» The problem: Give back exactly the lines of the data below, starting with the line that has "position:absolute; width:15px; height:15px;" and going on through the line that has "margin:0; padding:0; list-style:none".

» Data records:
━━━━━━━━━━

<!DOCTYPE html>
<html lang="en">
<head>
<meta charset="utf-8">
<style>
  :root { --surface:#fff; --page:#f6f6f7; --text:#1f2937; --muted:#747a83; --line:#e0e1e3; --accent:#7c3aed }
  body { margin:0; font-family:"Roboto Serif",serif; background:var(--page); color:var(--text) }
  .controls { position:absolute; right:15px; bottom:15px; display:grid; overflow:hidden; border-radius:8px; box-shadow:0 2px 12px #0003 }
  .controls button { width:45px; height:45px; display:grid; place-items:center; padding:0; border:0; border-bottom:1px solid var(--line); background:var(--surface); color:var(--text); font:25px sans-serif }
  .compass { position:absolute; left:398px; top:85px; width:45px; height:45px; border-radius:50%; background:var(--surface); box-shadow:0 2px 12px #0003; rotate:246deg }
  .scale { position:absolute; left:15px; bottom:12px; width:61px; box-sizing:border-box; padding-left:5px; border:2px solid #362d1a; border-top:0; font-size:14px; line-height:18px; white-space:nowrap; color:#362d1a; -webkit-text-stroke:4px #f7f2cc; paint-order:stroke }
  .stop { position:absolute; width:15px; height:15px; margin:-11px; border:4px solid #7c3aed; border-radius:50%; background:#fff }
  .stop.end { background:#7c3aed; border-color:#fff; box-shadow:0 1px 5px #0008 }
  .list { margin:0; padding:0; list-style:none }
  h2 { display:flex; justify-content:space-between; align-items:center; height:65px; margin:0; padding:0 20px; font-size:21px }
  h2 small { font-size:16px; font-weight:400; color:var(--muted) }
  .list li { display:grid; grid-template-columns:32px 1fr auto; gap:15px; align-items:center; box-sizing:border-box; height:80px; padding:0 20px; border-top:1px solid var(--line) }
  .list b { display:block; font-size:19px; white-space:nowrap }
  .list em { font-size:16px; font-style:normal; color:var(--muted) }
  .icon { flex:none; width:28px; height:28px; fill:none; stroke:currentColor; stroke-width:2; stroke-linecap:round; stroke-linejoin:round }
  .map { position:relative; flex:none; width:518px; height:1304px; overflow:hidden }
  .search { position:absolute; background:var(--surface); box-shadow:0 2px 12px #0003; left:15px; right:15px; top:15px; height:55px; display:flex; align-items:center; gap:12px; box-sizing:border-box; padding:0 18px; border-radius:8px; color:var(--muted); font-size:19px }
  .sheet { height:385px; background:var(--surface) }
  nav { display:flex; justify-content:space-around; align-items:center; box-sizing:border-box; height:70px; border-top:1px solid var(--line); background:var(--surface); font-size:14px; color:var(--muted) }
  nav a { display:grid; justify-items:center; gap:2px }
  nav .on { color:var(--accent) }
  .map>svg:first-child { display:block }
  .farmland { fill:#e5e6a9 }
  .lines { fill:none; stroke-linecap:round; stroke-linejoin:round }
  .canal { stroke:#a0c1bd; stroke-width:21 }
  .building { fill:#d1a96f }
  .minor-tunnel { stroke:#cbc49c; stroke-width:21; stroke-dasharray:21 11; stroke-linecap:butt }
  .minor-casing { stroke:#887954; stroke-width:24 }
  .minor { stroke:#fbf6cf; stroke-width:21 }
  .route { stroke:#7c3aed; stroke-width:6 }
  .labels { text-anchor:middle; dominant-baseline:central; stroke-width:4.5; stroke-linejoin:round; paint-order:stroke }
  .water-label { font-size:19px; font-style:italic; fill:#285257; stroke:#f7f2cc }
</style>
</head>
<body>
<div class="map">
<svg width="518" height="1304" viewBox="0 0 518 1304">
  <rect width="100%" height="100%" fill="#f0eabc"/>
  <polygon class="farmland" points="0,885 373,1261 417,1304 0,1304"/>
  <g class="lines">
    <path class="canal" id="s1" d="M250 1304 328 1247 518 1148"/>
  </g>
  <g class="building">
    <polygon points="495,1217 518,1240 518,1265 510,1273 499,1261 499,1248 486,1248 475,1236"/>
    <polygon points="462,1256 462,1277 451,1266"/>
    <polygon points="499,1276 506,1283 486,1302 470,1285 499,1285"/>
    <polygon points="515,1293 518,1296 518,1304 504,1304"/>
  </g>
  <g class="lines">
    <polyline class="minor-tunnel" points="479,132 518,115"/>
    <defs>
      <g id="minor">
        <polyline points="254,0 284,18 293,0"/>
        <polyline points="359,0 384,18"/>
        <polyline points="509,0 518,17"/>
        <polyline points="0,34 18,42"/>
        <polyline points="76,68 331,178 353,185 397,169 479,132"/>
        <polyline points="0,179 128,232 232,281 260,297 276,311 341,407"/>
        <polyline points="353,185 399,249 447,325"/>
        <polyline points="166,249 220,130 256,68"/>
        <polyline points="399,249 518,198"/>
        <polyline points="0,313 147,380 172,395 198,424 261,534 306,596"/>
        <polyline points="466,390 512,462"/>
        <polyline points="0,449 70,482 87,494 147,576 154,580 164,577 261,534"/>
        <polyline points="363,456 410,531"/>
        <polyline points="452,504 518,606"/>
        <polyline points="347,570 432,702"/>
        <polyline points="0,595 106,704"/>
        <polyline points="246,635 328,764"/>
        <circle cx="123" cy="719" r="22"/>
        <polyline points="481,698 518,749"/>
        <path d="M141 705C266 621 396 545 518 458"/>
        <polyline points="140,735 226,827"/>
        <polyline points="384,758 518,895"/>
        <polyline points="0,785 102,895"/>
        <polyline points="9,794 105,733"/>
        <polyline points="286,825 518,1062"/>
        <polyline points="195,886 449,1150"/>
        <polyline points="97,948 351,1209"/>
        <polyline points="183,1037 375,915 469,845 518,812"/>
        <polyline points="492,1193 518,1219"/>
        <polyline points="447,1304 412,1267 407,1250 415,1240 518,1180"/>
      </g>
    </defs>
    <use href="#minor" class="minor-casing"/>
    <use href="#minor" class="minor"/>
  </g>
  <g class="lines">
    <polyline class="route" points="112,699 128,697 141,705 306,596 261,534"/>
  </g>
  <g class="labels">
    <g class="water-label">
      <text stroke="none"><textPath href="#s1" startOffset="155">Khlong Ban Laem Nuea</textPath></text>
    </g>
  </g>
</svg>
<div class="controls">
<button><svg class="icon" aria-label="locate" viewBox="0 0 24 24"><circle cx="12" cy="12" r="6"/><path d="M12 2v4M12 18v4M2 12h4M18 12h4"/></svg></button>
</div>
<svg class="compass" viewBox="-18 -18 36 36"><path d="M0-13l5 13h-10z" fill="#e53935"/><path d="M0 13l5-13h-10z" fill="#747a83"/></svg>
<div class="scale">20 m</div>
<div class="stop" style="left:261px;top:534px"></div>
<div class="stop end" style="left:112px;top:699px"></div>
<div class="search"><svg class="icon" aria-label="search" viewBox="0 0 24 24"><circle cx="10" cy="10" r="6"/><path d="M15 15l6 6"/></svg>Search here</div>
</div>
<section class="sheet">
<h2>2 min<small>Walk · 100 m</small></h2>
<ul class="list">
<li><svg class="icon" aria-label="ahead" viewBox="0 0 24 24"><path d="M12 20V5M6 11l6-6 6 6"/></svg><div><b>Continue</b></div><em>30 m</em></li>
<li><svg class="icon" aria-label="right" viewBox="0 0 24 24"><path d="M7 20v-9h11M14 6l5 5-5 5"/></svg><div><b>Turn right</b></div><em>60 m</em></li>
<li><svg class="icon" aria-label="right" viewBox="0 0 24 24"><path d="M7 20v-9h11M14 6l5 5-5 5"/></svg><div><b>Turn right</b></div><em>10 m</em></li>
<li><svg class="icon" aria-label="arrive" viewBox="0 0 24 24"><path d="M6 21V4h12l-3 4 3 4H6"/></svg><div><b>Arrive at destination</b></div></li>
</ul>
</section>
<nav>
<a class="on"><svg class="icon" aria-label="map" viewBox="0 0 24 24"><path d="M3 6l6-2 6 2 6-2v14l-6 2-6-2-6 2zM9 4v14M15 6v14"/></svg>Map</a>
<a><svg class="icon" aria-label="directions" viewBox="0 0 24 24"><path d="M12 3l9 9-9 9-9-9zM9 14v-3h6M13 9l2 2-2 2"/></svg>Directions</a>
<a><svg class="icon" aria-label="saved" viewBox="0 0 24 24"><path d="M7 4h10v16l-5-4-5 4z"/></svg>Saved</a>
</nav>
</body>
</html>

━━━━━━━━━━

» Written solution:
  .stop { position:absolute; width:15px; height:15px; margin:-11px; border:4px solid #7c3aed; border-radius:50%; background:#fff }
  .stop.end { background:#7c3aed; border-color:#fff; box-shadow:0 1px 5px #0008 }
  .list { margin:0; padding:0; list-style:none }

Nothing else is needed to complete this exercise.